A Position Paper for "WORK/PLACE: Mobile technologies
and the emergence of the new workplace" (ECSCW 2001)

 

Thomas Erickson
IBM T.J. Watson Research Center

 

Preface

A ‘position’ paper’s awfully sticky,
when ‘where’ I am is just what’s tricky!
Where ‘when’, as well, also’s perplexing
Time zones, you see, can be quite vexing.
Work times and places are quite dynamic,
my best description is "nomadic."

 

Introduction

For the last eight years I’ve worked as a long-distance teleworker, first for Apple Computer and more recently for IBM. As a result, I’ve had a number of experiences which expose ways in which overly simplistic assumptions about the nature of "the workplace," and associate practice are embedded in organizations and technology. In this position paper I offer some reflections on the nature of the teleworker’s workplace, in the hope that it may provide useful grist for the workshop.

I discuss three perspectives on ‘workplace’:

• I begin with a discussion of "where I work" from the point of view of providing "accounts" to various parties. While one might think that at least saying where one works is a relatively simple matter, I suggest that this isn’t so.

• Next I focus on a particular example of a workplace, the meeting room, and describe my experience attending a meeting via speaker phone. On the basis of this example, I suggest that it is not so much place that is important, but rather the movement over time through a trajectory of places, each which provides a changing configuration of constraints and resources for collective interaction.

• Finally I say a few words about my own workplace–that is the configuration of resources with which I try to surround myself regardless of where I am physically located–and suggest that there, too, it is movement among individual places over time that is an important, albeit overlooked, aspect of workplace.

 

Obviously this is a highly personal and highly particular account. Nevertheless, I think such reflections on personal experience have an important role to play in coming to grips with the notion of ‘the workplace.’ While we can not generalize from the experience of one, or even a few, nevertheless, any new conceptions we arrive at should at least be able to embrace the experiences I describe.

 

1. ‘Where Do You Work?’

Whenever someone asks me where I work, I feel a little internal hesitation, a slight catch, as I wonder what to say. Even though I’ve answered the question many, many times, it is interesting to observe how many different answers can be appropriate:

• Where do I work?

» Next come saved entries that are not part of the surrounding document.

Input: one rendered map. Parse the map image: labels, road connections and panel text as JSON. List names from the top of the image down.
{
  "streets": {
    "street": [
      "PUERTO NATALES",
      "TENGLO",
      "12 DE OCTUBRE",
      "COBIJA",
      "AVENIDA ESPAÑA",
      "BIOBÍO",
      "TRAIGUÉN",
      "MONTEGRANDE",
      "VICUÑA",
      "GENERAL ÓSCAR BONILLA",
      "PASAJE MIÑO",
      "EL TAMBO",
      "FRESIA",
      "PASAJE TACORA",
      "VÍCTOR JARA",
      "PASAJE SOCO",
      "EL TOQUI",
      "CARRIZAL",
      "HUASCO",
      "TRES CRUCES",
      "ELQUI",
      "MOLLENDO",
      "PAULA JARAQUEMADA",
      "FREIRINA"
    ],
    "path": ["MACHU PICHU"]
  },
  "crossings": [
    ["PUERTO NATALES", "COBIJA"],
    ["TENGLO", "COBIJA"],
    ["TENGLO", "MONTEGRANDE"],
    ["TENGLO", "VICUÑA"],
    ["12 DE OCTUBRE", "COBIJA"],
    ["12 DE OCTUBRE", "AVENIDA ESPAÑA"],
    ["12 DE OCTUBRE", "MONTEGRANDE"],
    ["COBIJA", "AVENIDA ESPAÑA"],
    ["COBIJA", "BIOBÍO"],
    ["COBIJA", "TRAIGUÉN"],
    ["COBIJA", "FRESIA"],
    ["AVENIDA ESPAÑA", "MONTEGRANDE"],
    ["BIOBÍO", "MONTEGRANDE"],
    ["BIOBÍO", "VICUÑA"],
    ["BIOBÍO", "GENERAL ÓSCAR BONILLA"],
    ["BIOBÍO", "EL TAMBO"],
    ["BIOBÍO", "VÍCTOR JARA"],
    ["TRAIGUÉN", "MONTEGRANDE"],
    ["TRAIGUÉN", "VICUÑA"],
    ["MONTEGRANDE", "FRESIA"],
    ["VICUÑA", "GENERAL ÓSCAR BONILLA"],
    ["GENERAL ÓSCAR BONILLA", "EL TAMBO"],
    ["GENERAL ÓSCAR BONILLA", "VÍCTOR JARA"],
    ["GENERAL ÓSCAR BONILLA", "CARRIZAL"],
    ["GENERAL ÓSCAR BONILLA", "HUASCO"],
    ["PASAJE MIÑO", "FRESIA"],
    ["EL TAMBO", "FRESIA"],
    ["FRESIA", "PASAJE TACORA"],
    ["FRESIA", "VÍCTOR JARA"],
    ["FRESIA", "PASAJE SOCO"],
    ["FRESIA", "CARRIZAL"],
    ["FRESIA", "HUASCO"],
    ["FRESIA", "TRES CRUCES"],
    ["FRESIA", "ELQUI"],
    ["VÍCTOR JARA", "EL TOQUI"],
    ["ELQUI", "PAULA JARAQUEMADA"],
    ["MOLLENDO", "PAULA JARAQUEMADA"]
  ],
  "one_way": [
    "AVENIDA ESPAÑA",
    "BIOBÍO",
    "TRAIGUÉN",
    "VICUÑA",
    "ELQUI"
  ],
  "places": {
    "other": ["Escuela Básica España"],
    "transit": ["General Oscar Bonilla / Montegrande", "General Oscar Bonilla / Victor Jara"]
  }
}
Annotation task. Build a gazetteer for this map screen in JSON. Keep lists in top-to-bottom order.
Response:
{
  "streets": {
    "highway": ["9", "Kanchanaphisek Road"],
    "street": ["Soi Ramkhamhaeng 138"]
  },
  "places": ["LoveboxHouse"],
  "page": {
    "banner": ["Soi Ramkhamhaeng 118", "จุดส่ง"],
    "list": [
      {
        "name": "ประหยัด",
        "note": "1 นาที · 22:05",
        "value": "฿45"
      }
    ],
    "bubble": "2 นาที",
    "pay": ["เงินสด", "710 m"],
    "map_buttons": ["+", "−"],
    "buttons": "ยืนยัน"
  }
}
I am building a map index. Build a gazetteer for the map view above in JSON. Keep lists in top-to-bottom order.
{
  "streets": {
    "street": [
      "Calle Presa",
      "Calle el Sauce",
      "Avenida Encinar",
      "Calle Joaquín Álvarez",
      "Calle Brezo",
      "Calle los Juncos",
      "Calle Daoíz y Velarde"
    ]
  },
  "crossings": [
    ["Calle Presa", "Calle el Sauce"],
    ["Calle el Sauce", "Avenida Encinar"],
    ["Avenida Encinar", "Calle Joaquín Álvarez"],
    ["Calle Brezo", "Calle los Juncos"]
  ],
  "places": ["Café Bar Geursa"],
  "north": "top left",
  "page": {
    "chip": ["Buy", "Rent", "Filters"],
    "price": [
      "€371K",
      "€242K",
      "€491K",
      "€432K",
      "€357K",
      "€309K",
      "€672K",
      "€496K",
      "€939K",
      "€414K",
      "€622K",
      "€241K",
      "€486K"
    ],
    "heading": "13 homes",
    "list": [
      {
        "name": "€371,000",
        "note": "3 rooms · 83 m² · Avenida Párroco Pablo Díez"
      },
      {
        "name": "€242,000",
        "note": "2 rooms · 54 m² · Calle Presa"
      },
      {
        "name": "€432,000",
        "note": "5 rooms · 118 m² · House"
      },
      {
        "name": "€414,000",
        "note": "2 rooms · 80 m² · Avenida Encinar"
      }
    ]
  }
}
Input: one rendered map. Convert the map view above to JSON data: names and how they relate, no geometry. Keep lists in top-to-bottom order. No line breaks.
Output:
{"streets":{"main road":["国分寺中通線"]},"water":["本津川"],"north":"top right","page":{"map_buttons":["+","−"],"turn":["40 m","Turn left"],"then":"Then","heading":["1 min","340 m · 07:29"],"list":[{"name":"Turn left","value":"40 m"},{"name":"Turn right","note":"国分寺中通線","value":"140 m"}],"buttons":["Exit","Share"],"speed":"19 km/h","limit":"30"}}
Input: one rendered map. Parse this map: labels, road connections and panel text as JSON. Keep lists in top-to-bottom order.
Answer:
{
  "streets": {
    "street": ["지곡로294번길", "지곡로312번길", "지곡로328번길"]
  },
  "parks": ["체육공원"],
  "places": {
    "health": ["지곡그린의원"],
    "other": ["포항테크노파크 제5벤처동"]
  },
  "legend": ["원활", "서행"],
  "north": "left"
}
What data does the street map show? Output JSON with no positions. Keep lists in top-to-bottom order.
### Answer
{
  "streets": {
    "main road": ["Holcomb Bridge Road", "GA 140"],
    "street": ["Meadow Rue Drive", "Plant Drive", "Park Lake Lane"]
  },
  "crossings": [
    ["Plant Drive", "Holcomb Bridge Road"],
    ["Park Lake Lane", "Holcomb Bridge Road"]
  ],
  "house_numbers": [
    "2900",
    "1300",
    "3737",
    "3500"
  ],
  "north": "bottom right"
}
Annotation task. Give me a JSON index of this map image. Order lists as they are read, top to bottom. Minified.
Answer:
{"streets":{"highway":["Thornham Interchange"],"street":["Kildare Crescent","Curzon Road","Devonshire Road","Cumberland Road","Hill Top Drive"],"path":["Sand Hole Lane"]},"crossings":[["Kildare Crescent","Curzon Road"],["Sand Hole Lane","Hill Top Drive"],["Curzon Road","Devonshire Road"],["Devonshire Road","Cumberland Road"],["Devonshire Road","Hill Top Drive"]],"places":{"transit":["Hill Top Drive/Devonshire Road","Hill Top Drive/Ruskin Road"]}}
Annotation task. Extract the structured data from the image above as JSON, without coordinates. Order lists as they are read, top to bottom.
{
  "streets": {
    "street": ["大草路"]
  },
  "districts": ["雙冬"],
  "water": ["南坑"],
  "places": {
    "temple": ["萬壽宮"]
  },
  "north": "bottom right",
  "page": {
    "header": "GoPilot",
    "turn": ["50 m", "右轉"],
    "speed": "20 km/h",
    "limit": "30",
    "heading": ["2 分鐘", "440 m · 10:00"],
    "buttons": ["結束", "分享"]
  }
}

I ‘work at’ IBM, a gigantic corporation worldwide in scope, with offices in virtually every major city, and most of the world’s nations. (This is the answer I give to most strangers.)

• Where do I work? I ‘work out of’ my home in Minneapolis. (This is what I say to people who know IBM doesn’t have a research lab in Minnesota.)

• Where do I work? I ‘work with’ a group of people who are located at the IBM T.J. Watson Research Center in Hawthorne, New York (except for the colleague in California!). (Even though this is one of the places I don’t frequently inhabit, this is what I prefer tell IBM colleagues that I meet for the first time, because it helps them understand what I do and who I am likely to know.).

• Where do I work? Perhaps, for a definitive answer, we should ask my employer, IBM. If you were to access the IBM corporate database through the "Blue Pages" global directory (as any IBM’er who didn’t personally know me would do), and searched for me in the Watson directory, you would not find me. Instead, you would have to do a search of all IBM sites world wide, and when you found me (as you would since I do work "at" IBM), you would find me listed in the Chicago Directory. Although I occasionally visit my in-laws in Chicago, I have never done IBM business there. It turns out that I am in the Chicago directory because it is the directory closest to Minneapolis (the Minneapolis sales office not being large enough to warrant its own directory). And, in fact, my database entry clearly gives an address showing that I work out of the IBM sales office in downtown Minneapolis, an office to which I have never been. This would be an amusing fiction, except that corporate attorneys sometimes send mail to that address, to the bewilderment of the Minneapolis mail room personnel who had never, until then, heard of me. Once upon a time, as an energetic new employee, I tried to change this. After some effort, I managed to get to the person who was actually able to move me (conceptually, of course) to New York and to Watson. All was well, for a few weeks, until I noticed that my payroll taxes were now being withheld for New York. It turns out that the database has a single field called Lives_and_Works_At, thus reifying an incorrect assumption about my life.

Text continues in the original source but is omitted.